Nils Pratley 

Jes Staley needs a 100% clean bill of health on Jeffrey Epstein

The Barclays boss has already endured one watchdog inquiry – an inch out of line on this and the bank will dump him
  
  

Barclays bank CEO Jes Staley.
Barclays bank CEO Jes Staley. Photograph: Debra Hurford Brown/Barclays/PA

If Jes Staley is found to be even an inch out of line in his account of his relationship with Jeffrey Epstein, he’ll be dumped by Barclays immediately. Or, more accurately, regulators will make his position untenable.

The American chief executive survived one big regulatory investigation when he was judged in 2018 to be merely incompetent (failing to show “due skill, care and diligence”), as opposed to lacking personal integrity, in trying to unmask an internal whistleblower.

But the new investigation by the Financial Conduct Authority and the Bank of England is different: it’s about whether Staley lied, or was less than frank, when describing to Barclays’ board the nature of his relationship with Epstein. Only a finding of 100% cleanliness will do.
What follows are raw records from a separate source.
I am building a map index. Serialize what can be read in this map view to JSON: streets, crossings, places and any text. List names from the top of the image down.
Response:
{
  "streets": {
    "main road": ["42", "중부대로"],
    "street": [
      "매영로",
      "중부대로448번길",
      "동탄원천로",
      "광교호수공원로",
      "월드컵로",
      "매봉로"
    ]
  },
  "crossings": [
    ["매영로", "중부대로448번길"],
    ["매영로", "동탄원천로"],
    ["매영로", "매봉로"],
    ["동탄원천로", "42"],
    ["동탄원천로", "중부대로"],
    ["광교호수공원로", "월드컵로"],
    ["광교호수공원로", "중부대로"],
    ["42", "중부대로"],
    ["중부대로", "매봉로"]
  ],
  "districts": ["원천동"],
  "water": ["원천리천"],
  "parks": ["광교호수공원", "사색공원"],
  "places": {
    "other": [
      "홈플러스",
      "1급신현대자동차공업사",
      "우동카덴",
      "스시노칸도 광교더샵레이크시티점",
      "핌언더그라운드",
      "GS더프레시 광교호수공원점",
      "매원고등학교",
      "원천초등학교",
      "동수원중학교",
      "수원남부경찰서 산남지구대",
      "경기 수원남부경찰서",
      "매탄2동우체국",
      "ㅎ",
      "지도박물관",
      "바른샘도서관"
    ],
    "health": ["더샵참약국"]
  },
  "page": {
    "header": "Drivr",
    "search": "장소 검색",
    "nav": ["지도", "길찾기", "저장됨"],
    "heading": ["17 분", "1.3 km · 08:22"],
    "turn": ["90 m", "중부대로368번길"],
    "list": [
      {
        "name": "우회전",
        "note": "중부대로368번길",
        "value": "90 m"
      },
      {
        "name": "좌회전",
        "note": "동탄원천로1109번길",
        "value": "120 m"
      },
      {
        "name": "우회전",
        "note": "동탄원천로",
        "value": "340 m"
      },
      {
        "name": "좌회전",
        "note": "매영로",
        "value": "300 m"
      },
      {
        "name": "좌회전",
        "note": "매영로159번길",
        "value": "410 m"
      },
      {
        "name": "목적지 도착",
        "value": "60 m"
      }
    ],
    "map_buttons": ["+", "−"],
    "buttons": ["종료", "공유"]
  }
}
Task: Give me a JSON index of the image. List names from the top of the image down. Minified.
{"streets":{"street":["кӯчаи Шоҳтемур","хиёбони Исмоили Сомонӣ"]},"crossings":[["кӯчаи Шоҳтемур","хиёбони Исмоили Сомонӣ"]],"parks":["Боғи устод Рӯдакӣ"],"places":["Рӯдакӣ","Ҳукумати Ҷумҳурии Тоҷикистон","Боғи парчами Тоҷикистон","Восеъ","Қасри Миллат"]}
The same applies to the board itself since it is backing Staley all the way and the regulatory inquiry also concerns the bank’s letter to the FCA setting out the chief executive’s relationship with Epstein when at JP Morgan Chase. Barclays chairman Nigel Higgins, in post for less than a year, needs a pristine regulatory outcome himself.

In other circumstances, Staley would have expected applause from shareholders for Barclays’ numbers for 2019, which showed a 25% jump in pre-tax profits to £4.4bn. The only quibble was the alert that the target of a 10% return on equity might be missed this year.

The financial performance, though, is a sideshow. For what feels like the umpteenth time, we’re waiting to see if Barclays’ boardroom is about to spit out another famous investment banker.

National energy champion to FTSE 100 relegation in five years

Centrica’s decline on Iain Conn’s watch as chief executive has been spectacular and, even in his final months in charge, the bad news outweighs the good.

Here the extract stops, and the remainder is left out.